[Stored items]
>>

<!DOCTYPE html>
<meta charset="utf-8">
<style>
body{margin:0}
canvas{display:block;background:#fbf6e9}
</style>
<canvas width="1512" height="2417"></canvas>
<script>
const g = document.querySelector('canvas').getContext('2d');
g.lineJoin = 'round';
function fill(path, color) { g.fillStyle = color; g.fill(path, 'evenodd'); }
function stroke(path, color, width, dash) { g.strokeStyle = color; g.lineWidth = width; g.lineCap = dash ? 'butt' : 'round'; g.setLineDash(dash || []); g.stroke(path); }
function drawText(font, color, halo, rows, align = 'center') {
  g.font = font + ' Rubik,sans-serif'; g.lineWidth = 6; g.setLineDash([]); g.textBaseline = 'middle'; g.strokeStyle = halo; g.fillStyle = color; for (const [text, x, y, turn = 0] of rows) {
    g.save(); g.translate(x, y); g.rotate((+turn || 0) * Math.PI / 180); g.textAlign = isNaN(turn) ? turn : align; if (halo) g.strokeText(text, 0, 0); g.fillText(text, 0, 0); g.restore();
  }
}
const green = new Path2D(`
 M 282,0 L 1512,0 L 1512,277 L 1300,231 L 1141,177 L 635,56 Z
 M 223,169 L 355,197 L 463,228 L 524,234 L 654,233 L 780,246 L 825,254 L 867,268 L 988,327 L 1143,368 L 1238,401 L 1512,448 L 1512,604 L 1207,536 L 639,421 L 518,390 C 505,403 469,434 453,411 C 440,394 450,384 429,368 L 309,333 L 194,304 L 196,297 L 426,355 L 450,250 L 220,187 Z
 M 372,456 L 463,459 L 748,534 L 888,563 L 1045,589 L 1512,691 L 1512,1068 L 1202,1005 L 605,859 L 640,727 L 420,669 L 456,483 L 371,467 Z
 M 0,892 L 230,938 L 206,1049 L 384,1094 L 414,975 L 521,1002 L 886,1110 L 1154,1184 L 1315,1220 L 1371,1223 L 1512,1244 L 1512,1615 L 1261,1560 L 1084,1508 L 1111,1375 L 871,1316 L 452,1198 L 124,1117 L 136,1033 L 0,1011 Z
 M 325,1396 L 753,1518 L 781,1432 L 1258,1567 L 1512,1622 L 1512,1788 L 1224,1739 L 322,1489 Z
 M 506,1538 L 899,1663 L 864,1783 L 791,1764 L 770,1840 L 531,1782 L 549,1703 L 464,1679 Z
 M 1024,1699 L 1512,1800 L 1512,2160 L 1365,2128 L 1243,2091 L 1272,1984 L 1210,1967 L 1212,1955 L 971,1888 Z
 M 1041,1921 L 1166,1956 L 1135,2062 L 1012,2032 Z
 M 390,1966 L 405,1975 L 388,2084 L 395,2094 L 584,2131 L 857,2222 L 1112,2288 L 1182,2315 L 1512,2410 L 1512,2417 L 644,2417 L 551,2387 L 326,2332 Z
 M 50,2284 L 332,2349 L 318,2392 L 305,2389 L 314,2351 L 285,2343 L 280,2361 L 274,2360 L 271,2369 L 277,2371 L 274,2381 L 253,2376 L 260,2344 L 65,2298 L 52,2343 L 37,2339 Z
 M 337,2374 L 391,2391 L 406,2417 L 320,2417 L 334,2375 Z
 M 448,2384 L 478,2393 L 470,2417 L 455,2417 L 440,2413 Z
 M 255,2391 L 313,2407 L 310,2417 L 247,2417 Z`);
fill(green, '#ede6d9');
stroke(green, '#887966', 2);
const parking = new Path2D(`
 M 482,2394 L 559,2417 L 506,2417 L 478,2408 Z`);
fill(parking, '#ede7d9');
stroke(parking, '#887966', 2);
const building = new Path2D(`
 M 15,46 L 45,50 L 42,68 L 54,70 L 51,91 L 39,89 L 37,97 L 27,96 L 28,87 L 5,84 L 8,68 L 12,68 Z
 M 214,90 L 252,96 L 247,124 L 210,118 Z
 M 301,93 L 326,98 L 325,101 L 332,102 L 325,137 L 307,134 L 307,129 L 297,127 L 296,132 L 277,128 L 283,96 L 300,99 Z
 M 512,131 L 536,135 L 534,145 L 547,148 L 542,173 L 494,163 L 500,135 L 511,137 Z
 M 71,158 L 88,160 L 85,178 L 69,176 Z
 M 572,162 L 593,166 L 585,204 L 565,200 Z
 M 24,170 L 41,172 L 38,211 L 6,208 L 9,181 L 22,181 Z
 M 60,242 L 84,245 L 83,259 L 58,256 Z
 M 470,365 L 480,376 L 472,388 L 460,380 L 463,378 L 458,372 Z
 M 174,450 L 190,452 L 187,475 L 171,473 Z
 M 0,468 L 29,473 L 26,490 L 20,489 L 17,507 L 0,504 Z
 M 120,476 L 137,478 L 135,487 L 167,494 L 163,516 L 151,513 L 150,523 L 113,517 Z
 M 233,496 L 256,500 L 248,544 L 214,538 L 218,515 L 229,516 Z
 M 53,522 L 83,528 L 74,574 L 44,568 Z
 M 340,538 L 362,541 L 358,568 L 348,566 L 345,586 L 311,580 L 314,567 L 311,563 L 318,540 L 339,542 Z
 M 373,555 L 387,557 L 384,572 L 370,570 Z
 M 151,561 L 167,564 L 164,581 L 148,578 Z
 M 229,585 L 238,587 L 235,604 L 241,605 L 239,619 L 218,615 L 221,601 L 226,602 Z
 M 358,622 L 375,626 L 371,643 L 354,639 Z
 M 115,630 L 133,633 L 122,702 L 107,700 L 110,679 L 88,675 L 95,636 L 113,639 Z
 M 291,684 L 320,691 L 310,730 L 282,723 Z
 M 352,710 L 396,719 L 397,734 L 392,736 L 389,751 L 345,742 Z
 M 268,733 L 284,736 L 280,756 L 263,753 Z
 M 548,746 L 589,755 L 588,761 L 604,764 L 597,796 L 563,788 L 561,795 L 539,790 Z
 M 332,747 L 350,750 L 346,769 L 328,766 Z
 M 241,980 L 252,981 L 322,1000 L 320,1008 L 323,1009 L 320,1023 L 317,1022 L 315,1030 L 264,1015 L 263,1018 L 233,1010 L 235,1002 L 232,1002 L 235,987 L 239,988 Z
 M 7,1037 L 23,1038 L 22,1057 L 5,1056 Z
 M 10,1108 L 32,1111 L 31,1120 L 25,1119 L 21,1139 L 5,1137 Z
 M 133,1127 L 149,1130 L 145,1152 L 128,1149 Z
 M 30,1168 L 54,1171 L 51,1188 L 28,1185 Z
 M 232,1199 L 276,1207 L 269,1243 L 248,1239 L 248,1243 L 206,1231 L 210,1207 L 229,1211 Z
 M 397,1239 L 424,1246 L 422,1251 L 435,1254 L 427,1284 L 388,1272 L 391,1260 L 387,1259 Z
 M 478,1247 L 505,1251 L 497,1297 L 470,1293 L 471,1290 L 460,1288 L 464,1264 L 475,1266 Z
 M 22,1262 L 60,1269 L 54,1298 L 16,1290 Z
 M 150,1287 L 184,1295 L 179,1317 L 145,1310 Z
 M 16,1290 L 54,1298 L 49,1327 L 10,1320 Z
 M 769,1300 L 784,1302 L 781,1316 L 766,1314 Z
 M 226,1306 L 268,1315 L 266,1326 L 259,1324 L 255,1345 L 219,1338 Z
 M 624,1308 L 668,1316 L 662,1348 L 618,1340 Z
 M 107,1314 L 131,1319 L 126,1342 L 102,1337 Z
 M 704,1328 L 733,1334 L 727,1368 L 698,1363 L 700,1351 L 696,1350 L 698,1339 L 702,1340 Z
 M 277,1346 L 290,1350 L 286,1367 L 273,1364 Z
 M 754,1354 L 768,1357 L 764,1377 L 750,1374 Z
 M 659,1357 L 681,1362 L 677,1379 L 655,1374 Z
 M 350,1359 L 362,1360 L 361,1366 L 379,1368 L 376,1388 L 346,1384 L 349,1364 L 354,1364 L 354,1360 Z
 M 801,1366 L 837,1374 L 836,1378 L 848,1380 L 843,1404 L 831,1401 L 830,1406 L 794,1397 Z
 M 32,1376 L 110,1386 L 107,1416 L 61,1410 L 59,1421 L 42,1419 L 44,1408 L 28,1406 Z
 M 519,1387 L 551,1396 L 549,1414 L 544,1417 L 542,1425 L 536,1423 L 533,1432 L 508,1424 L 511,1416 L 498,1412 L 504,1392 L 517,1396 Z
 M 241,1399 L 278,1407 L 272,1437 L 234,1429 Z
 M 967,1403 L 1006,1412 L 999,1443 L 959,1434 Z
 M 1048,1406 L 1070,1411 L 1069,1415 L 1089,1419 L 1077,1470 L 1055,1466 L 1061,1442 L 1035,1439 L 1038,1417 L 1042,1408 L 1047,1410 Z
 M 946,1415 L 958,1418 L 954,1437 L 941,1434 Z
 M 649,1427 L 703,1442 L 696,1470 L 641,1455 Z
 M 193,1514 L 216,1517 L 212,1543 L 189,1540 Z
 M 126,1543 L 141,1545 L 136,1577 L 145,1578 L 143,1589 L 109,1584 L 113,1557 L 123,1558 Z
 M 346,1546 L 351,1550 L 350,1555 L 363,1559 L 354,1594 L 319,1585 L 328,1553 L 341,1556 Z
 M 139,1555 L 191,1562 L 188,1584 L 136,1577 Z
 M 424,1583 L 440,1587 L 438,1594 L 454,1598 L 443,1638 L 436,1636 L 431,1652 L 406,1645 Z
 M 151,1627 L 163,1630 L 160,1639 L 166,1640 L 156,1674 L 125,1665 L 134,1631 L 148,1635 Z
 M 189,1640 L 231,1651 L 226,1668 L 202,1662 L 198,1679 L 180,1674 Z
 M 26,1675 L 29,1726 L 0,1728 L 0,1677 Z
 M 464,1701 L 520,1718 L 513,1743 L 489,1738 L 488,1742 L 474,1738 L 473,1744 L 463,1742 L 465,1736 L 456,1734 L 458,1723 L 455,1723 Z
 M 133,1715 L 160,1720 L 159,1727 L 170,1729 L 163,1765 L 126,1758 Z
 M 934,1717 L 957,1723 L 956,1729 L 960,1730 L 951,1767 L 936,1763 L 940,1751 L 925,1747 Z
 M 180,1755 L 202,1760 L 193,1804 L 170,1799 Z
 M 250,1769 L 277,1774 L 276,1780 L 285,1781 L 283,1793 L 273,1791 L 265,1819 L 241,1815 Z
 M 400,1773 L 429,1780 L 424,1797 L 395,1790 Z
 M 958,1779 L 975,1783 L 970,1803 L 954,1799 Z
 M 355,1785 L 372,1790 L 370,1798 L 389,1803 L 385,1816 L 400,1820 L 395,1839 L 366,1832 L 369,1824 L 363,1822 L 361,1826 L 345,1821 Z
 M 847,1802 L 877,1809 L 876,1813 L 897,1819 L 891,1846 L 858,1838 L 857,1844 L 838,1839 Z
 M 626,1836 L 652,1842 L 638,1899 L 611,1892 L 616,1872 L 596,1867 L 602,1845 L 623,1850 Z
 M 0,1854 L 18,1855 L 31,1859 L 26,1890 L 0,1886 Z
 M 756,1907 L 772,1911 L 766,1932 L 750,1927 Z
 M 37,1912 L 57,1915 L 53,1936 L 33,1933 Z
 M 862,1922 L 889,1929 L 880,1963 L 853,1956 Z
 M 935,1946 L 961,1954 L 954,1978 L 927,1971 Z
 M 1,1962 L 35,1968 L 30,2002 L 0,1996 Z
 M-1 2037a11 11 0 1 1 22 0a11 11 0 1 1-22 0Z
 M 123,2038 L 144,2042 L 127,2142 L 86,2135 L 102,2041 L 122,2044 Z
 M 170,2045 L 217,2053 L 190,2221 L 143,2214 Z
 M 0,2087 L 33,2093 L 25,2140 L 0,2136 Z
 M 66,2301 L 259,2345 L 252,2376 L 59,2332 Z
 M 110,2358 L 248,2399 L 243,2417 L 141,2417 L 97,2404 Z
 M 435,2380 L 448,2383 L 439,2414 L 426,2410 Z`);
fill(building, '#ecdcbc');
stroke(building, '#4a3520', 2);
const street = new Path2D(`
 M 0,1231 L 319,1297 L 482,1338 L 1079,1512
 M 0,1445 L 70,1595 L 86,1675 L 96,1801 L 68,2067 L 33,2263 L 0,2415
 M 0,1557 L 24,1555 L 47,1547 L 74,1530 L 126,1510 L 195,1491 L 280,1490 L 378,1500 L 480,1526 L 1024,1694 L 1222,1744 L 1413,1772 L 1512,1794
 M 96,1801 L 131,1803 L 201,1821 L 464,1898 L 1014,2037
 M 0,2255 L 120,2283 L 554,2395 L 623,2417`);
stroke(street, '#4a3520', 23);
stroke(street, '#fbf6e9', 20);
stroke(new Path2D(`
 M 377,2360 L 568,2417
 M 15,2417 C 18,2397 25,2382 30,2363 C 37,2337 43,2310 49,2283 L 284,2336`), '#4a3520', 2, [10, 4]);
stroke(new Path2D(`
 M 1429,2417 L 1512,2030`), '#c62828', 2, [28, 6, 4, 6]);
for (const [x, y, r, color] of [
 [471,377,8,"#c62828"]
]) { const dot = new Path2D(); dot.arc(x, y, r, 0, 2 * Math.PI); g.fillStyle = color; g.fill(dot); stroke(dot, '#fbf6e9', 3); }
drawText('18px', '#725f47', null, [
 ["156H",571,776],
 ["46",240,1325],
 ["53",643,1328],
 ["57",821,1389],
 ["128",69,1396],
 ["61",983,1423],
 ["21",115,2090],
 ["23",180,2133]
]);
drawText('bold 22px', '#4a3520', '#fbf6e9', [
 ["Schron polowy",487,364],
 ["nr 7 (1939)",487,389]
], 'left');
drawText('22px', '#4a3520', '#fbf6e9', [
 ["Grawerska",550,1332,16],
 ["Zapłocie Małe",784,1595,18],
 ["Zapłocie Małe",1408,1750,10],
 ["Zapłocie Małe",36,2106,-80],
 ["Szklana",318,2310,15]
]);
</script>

<<

Output only the lines from the top of the entries through the one holding "M 372,456 L", copied exactly.

ANSWER TO THE PROBLEM:
<!DOCTYPE html>
<meta charset="utf-8">
<style>
body{margin:0}
canvas{display:block;background:#fbf6e9}
</style>
<canvas width="1512" height="2417"></canvas>
<script>
const g = document.querySelector('canvas').getContext('2d');
g.lineJoin = 'round';
function fill(path, color) { g.fillStyle = color; g.fill(path, 'evenodd'); }
function stroke(path, color, width, dash) { g.strokeStyle = color; g.lineWidth = width; g.lineCap = dash ? 'butt' : 'round'; g.setLineDash(dash || []); g.stroke(path); }
function drawText(font, color, halo, rows, align = 'center') {
  g.font = font + ' Rubik,sans-serif'; g.lineWidth = 6; g.setLineDash([]); g.textBaseline = 'middle'; g.strokeStyle = halo; g.fillStyle = color; for (const [text, x, y, turn = 0] of rows) {
    g.save(); g.translate(x, y); g.rotate((+turn || 0) * Math.PI / 180); g.textAlign = isNaN(turn) ? turn : align; if (halo) g.strokeText(text, 0, 0); g.fillText(text, 0, 0); g.restore();
  }
}
const green = new Path2D(`
 M 282,0 L 1512,0 L 1512,277 L 1300,231 L 1141,177 L 635,56 Z
 M 223,169 L 355,197 L 463,228 L 524,234 L 654,233 L 780,246 L 825,254 L 867,268 L 988,327 L 1143,368 L 1238,401 L 1512,448 L 1512,604 L 1207,536 L 639,421 L 518,390 C 505,403 469,434 453,411 C 440,394 450,384 429,368 L 309,333 L 194,304 L 196,297 L 426,355 L 450,250 L 220,187 Z
 M 372,456 L 463,459 L 748,534 L 888,563 L 1045,589 L 1512,691 L 1512,1068 L 1202,1005 L 605,859 L 640,727 L 420,669 L 456,483 L 371,467 Z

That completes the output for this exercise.